Which book will be adorned with the Man Booker Prize Winner sticker this year? Photo credit: Timothy Valentine

Is the Booker shortlist a slap in the face to the general reader?

It’s that time of year again: the Man Booker Prize shortlist has been released. Bloggers have become all indignant on behalf of their un-included favourite. Meanwhile the lucky, listed-authors have come-over all quiet and bashful. Same old.

The 138 long-listed titles were whittled down to six, and here they are: “Parrot and Olivier in America” by Peter Carey, “Room” by Emma Donoghue, “In a Strange Room” by Damon Galgut, “The Finkler Question” by Howard Jacobson, “The Long Song” by Andrea Levy and “C” by Tom McCarthy. The prize will be announced on October 12.

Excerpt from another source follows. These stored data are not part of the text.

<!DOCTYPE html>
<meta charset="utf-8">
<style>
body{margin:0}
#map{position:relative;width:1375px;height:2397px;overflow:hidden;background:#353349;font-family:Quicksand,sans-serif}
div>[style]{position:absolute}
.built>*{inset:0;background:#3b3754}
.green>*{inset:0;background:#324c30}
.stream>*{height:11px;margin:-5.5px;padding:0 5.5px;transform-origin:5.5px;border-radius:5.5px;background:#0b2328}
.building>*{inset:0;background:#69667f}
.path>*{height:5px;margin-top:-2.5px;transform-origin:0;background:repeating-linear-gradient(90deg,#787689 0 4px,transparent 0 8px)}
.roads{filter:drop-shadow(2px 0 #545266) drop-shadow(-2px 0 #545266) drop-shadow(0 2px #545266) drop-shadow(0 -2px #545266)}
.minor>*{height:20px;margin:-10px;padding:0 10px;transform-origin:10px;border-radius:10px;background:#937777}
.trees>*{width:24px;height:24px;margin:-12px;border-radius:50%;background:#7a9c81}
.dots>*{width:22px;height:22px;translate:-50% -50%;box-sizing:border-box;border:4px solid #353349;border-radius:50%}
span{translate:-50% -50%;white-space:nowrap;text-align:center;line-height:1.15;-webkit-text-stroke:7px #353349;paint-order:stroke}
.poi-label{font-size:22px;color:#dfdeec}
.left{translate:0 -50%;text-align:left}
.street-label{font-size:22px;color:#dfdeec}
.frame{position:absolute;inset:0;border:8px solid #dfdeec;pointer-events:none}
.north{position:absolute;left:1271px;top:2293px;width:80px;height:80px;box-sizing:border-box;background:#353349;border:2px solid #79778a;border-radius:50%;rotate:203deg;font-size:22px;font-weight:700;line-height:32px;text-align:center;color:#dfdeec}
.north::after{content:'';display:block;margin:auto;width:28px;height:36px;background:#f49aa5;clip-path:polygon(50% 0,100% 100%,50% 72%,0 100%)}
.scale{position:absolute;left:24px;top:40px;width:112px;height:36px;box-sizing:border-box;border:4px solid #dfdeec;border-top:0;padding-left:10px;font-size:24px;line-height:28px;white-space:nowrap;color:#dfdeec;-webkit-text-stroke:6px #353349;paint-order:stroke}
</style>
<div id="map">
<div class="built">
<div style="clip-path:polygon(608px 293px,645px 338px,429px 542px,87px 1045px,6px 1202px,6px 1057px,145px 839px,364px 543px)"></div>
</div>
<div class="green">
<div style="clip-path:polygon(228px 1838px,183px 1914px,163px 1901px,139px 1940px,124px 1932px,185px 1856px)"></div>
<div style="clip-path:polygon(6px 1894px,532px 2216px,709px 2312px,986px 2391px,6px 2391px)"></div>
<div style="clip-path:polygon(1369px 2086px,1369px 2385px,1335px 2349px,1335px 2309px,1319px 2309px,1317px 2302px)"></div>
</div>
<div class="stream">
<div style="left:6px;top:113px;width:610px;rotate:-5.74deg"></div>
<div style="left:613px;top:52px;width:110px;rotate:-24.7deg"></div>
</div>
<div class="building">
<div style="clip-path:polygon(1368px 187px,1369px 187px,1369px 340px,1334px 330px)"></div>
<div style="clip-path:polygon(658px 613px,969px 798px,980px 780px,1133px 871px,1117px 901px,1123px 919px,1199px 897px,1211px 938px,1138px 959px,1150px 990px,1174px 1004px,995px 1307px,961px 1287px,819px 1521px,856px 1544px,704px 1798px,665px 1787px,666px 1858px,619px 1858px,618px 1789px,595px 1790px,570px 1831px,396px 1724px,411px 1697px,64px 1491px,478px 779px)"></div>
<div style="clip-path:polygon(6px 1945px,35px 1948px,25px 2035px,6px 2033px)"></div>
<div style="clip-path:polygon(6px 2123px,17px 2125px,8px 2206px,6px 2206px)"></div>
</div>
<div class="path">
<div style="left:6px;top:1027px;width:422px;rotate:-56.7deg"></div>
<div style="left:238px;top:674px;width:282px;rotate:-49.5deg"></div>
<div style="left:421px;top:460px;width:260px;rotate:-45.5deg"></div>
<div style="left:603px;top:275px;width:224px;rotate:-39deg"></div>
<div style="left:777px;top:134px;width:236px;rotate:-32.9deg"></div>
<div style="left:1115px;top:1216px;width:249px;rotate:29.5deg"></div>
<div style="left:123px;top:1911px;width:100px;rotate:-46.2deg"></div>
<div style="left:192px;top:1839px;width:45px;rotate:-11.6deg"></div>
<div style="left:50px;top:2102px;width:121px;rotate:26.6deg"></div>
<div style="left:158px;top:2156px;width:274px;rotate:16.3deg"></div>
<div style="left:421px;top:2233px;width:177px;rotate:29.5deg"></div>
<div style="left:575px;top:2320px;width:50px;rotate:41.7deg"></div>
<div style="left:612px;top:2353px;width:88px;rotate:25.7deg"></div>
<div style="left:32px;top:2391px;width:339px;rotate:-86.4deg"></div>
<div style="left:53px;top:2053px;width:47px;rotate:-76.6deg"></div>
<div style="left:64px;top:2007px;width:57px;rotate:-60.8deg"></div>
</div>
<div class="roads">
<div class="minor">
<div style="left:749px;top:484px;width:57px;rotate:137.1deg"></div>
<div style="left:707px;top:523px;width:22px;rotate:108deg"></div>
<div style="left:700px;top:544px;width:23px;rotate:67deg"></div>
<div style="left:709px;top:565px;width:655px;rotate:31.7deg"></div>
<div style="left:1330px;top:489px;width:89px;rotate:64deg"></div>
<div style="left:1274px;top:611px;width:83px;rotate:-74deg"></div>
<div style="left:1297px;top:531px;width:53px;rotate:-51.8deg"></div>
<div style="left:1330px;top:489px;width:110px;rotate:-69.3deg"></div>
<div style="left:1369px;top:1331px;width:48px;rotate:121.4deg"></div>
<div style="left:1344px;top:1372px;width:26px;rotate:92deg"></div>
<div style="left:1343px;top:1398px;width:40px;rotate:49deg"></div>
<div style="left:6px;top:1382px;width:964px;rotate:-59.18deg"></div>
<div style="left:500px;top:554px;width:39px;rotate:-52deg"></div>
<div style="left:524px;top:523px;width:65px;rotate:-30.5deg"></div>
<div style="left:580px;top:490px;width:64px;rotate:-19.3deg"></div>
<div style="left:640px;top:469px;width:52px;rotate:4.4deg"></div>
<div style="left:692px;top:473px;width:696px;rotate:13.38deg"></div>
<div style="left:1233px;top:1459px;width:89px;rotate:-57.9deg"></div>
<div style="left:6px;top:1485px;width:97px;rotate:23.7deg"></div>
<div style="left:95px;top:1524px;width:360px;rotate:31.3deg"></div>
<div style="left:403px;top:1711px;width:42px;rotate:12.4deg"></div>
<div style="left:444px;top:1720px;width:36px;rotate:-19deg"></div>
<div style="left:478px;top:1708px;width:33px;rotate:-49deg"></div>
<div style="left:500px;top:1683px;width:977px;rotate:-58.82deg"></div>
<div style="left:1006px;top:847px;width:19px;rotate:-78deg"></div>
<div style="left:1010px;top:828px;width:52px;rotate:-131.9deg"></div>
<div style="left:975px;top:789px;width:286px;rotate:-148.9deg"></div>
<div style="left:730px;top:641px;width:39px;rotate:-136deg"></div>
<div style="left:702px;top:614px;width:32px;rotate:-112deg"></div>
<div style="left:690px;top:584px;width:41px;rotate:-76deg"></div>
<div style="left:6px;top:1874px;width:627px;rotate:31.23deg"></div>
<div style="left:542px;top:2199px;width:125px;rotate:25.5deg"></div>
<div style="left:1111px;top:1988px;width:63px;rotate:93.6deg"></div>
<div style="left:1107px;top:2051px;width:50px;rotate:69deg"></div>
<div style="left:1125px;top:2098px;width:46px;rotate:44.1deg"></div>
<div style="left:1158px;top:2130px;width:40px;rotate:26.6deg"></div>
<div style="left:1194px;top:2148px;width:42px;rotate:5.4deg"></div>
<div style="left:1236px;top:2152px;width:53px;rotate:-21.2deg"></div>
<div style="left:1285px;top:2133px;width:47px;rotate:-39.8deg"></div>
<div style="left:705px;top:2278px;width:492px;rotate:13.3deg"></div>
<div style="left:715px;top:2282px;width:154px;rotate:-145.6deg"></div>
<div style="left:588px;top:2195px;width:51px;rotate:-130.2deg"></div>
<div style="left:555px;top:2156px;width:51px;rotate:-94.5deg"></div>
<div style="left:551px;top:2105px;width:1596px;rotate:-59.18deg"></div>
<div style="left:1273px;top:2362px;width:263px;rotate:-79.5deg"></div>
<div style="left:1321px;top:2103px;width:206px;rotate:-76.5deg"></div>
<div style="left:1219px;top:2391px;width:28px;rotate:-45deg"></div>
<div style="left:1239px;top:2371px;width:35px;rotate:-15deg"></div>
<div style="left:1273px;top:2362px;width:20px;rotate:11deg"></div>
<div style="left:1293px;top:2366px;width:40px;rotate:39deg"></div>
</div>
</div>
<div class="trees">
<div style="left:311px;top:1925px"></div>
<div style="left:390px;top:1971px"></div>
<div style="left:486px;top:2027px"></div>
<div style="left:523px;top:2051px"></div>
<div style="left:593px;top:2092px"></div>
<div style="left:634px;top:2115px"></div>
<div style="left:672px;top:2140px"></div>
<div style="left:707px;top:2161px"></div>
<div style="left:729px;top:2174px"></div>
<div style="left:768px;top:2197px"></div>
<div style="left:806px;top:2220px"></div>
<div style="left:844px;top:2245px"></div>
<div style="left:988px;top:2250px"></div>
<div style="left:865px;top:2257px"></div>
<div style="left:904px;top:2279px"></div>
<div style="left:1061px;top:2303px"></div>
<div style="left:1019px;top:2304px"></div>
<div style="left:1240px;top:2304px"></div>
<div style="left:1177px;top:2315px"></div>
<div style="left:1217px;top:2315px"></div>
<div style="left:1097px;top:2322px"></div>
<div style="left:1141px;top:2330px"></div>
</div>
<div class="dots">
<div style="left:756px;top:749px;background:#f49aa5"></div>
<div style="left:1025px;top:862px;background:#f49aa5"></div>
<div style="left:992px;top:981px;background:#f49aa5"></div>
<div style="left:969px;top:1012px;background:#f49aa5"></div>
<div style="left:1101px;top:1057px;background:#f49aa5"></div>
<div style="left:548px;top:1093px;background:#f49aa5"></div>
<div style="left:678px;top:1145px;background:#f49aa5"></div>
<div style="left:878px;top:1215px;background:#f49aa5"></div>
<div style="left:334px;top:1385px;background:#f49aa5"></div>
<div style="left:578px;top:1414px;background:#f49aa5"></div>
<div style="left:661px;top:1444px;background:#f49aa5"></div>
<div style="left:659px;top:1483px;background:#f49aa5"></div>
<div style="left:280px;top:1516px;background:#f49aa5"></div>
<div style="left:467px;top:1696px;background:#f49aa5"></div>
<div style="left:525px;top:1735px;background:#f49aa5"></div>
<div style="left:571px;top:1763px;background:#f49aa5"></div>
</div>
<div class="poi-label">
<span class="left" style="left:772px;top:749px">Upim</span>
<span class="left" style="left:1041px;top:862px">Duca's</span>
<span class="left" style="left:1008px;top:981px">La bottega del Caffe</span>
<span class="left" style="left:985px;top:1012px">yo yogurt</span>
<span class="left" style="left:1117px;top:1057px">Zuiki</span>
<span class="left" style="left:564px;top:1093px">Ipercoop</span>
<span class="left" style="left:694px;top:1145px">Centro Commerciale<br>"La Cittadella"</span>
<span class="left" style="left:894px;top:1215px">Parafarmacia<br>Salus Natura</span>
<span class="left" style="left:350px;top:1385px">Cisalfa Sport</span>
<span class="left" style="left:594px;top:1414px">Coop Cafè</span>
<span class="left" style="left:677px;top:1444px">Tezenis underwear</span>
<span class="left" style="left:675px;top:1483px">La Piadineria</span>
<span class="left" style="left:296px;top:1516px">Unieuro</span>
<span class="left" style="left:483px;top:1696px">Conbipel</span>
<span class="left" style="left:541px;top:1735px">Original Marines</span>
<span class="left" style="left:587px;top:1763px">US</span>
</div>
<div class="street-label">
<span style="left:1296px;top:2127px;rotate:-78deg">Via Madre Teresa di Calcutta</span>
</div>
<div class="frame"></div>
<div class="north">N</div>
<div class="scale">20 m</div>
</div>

The BBC‘s blogger Will Gompertz was generally pleased with the list saying that of the six books “none would look inappropriately dressed if adorned with a Man Booker Prize Winner 2010 sticker.” However, Gompertz did mention that if there ever was a “Man Booker Prize for overlooked novels”, he’d give it to McCarthy’s previous book, “Remainder”.

And Gompertz’s was not the only voice calling for an alternative prize. The Guardian took the “if-only” sentiment to its furthest possible denouement, by actually setting up an alternative prize. “An experiment in literary democracy, the Not the Booker prize.” In this version Guardian readers, rather than the literati’s most distinguished, vote on their favourite books of the year. The Guardian, however, ever hard on itself, saw the flaws in its own attempt at pure democracy. First-up, not everyone reads the Guardian, therefore the alternative list will possibly have a certain cultural bias based on its readership. And anyway, the paper noted, aren’t the writers just getting their friends to vote for them? “Just as you always end up with a government comprised of politicians (surely the very last people you would actually want to control the country), so a literary prize based on voting seems likely to favour writers at ease with self-promotion.” The voting will continue nonetheless.

Other commentators are sticking to the more traditional routine of simply wondering why certain expected authors didn’t make the list. “As we noted previously,” said Daniel Trilling in the New Statesman, “the longlist excluded both Martin Amis and Ian McEwan, two high-profile British authors who published novels this year. Instead, the judges appear to have gone for a serious but diverse mix.” Thus the Statesman seemingly ended on a unusual note: diversity is bad.

Many have noted the non-inclusion of one title in particular, “The Slap” by Christos Tsiolkas. ”This year’s Man Booker judges have failed to shortlist the book that has been finding the most readers and stirring up the greatest debate,” said David Sexton in the Evening Standard. Sexton seemed to criticize the Booker panel for choosing the shortlist based on the books’ perceived literary merits, rather than their commercial popularity. “‘The Slap’, was on the longlist, and has been the second-best-selling new novel in this country over the last two months. It trails only behind Katie Price’s latest ghostwritten effort.”

Sexton might remember, as the Daily Mail does, that last year’s Booker prize-winner “Wolf Hall” by Hilary Mantel has now sold more than half a million copies. If this year’s authors are delighted by the possibility of such riches, then they are keeping it quiet. Jacobson recounted to the Telegraph important information he received from his mother upon being shortlisted. “What she said was ‘Enjoy the now. Don’t think about the next stage’. Very sound. The shortlist is the thing and you are mad to think about anything else,” he said.

Most have noted that the list is generally uncontroversial, unexciting and “safe rather than earnest.” Most that is, with the notable exception of the Daily Mail, who must be given credit for an ability to create shock value where all else fail. “Shocking Fritzl abuse case inspires Man Booker prize favourite” said the Mail‘s headline of nominee Donoghue’s book “Room”. The paper was not as shocked by the content of the rest of the shortlist, however, which includes “19th century slavery, an inquiry into Jewishness and a master-and-slave journey into America’s prisons.”